Altre notizie buone sono venute dal Mise, anche se non dal tavolo della trattativa. Ci riferiamo all’annuncio del fatto che oggi, 1° febbraio, hanno finalmente preso avvio a Taranto i lavori per la copertura dei famigerati parchi minerali, ovvero di quegli estesi depositi di materie prime che sono una delle cause principali dell’inquinamento atmosferico di cui si lamenta la popolazione tarantina. I soldi per l’avvio dei lavori ce li mette, da subito, l’Amministrazione straordinaria dell’Ilva. Per evitare, tuttavia, che tali risorse finanziarie vengano considerate dalla UE come aiuti di Stato, si è convenuto che, quando l’acquisto del gruppo sarà effettuato, come si spera, da parte di AM InvestCo, l’acquirente restituirà ai Commissari straordinari, ovvero al Governo italiano, le cifre fin lì erogate.

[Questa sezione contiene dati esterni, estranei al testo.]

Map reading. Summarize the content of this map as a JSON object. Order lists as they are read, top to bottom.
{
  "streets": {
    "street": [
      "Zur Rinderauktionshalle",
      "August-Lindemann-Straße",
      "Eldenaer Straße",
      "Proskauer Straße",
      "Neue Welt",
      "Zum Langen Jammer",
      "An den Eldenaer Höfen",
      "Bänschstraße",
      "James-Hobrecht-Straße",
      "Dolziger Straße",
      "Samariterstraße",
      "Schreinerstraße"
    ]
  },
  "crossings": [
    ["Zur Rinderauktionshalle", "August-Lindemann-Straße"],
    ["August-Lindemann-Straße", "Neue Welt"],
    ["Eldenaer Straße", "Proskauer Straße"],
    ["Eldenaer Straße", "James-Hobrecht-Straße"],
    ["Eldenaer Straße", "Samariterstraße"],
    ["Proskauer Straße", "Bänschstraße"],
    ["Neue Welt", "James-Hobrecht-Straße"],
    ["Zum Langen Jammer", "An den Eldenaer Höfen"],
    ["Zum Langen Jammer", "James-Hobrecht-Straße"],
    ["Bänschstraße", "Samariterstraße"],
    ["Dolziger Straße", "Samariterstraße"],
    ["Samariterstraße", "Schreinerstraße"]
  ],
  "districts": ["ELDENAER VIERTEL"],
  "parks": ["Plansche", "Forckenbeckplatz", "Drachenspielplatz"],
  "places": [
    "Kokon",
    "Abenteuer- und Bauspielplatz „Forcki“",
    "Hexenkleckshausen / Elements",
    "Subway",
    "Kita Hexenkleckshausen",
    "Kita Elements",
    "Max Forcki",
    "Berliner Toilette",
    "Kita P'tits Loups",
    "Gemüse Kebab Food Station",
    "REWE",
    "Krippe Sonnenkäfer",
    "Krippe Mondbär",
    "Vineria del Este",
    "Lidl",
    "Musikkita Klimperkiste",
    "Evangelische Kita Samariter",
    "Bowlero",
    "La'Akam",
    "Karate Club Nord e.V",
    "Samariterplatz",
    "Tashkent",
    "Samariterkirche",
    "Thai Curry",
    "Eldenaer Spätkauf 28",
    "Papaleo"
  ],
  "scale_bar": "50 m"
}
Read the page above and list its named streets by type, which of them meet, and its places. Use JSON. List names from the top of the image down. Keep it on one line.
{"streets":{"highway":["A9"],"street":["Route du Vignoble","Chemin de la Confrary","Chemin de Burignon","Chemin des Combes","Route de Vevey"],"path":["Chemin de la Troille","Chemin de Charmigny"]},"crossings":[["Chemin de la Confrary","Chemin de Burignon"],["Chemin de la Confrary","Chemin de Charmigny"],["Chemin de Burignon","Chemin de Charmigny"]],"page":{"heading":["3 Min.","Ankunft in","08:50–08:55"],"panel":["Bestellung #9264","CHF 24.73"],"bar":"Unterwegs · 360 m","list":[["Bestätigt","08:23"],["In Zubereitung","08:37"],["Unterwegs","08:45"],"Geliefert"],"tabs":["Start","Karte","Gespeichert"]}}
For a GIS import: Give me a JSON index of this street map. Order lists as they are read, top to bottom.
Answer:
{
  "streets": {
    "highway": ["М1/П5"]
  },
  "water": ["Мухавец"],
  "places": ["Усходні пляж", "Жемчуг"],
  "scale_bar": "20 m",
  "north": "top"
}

Altre notizie, a dir poco, meno buone sono venute, infine, da Taranto. Prima che gli incontri di questi tre giorni iniziassero, ovvero il 29 gennaio, il Governo ha respinto, come già scritto sul Diario del lavoro, la proposta di accordo di programma avanzata verso la fine dell’anno scorso da Regione Puglia e Comune di Taranto. Il Governo ha invece controproposto di trasformare in accordo di programma una versione di un proprio documento, inviato in Puglia nelle settimane scorse, integrata di una parte delle richieste formulate da Regione e Comune in materia ambientale.
Ebbene, questa controproposta ha irritato il Sindaco di Taranto, Rinaldo Melucci, che si è spinto fino a dire che “o si dà soddisfazione piena alle istanze di Taranto, o nemmeno la chiusura definitiva dello stabilimento Ilva rappresenta più un tabù per l’Amministrazione comunale”.
A stretto giro di posta gli ha risposto Valerio D’Alò, segretario della Fim-Cisl di Taranto-Brindisi. Il quale ha dichiarato che “contrariamente a quanto afferma anche il sindaco di Taranto, noi riteniamo che l’unica soluzione possibile per Taranto la si trovi tenendo aperto lo stabilimento”. E ha poi rincarato la dose osservando che “con l’irresponsabilità del benaltrismo non si è mai risolto nessun problema”.